Fortunately, the bug only affected AP credit memos, and it seems the client has processed very few of those, which explains why it wasn't caught earlier.

So now that I know the cause of the problem, other than fixing my code, how do we correct the credit memos that were imported into GP as invoices?  Well, in this case, the data in GP has no additional clues to tell us that an invoice should have been a credit memo (the invoices and credit memos look the same, only the transaction type is different), so my only option was to go back to the source data.

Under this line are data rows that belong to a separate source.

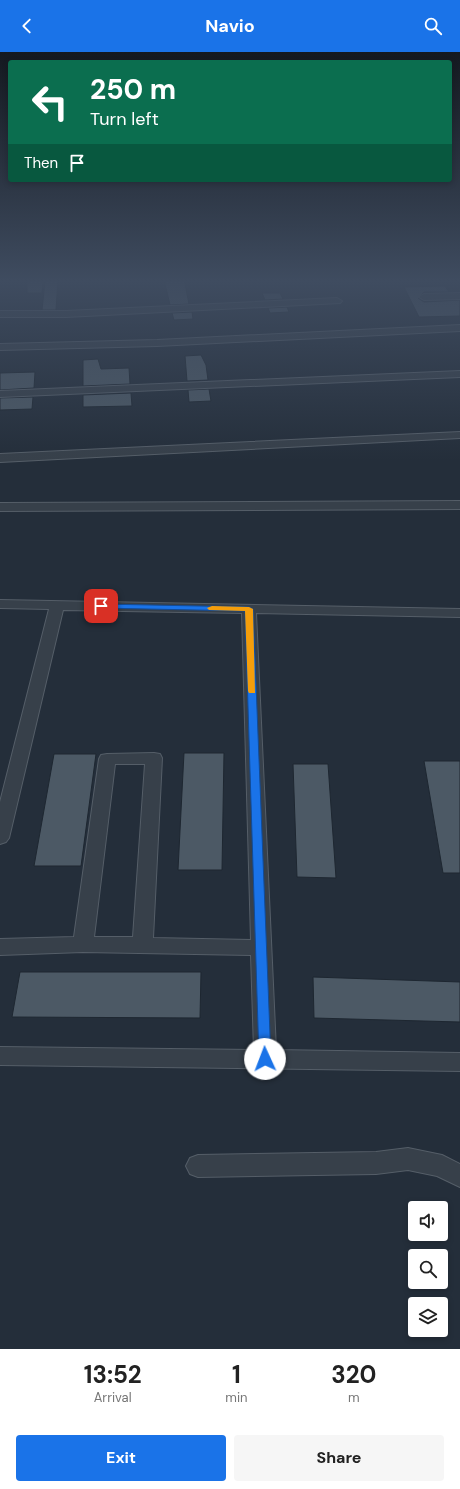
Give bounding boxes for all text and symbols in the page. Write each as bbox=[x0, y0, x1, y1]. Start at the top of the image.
text: Navio bbox=[205, 14, 255, 38]
icon: back bbox=[16, 15, 38, 37]
icon: search bbox=[422, 15, 444, 37]
text: 250 m bbox=[90, 71, 176, 108]
icon: left bbox=[24, 76, 76, 128]
text: Turn left bbox=[90, 107, 159, 131]
icon: arrive bbox=[66, 152, 88, 174]
text: Then bbox=[24, 153, 58, 173]
pin bbox=[84, 589, 118, 623]
icon: arrive bbox=[90, 595, 112, 617]
position arrow bbox=[244, 1038, 286, 1080]
map controls bbox=[408, 1201, 448, 1337]
button: sound bbox=[408, 1201, 448, 1241]
button: search bbox=[408, 1249, 448, 1289]
button: layers bbox=[408, 1297, 448, 1337]
text: 13:52 bbox=[84, 1359, 142, 1390]
text: 1 bbox=[232, 1359, 241, 1390]
text: 320 bbox=[331, 1359, 376, 1390]
text: Arrival bbox=[94, 1389, 132, 1406]
text: min bbox=[225, 1389, 247, 1406]
text: m bbox=[348, 1389, 360, 1406]
button: Exit bbox=[16, 1435, 226, 1481]
button: Share bbox=[234, 1435, 444, 1481]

Fortunately, whenever I develop an integration, I keep a copy of every single transaction that I import.  If the source data is in SQL, I keep a transaction log table to record all of the data I received from the source system, when the data was imported, and the corresponding GP transaction that was created.  If the source data is Excel, I write back a status field to the Excel file, and then archive the file.  And if the source data is CSV, I just archive the file.

For archiving source data files, I use a third party .NET library to create zip files, so after a file has been imported, I move the original Excel or CSV file to a monthly archive zip file.

In this particular case, I had a copy of every source CSV file that had been provided by the external system.  To find all of the credit memos, I simply unzipped all of the CSV files to a single directory, then ran this interesting DOS command (that I had to look up):

copy *.csv AllFiles.csv

This automagically combined the hundreds of source CSV files into one CSV file.  And once I opened that single CSV file in Excel, I sorted the data to identify all of the credit memos that had ever been sent to GP by the external system.

In just a few minutes, I found that there were only four transactions that were affected, all of which were imported in September, and I was able to quickly document their voucher numbers so that the client could void them.  Quick and simple.  (Well, except for the embarrassment of finding the bug in my code.)

Previously, I've had situations where the vendor for the external system claimed that a file was sent when it wasn't, or that the file contained certain data when it didn't.  So this approach of keeping copies of all integration source data has been very valuable over the years.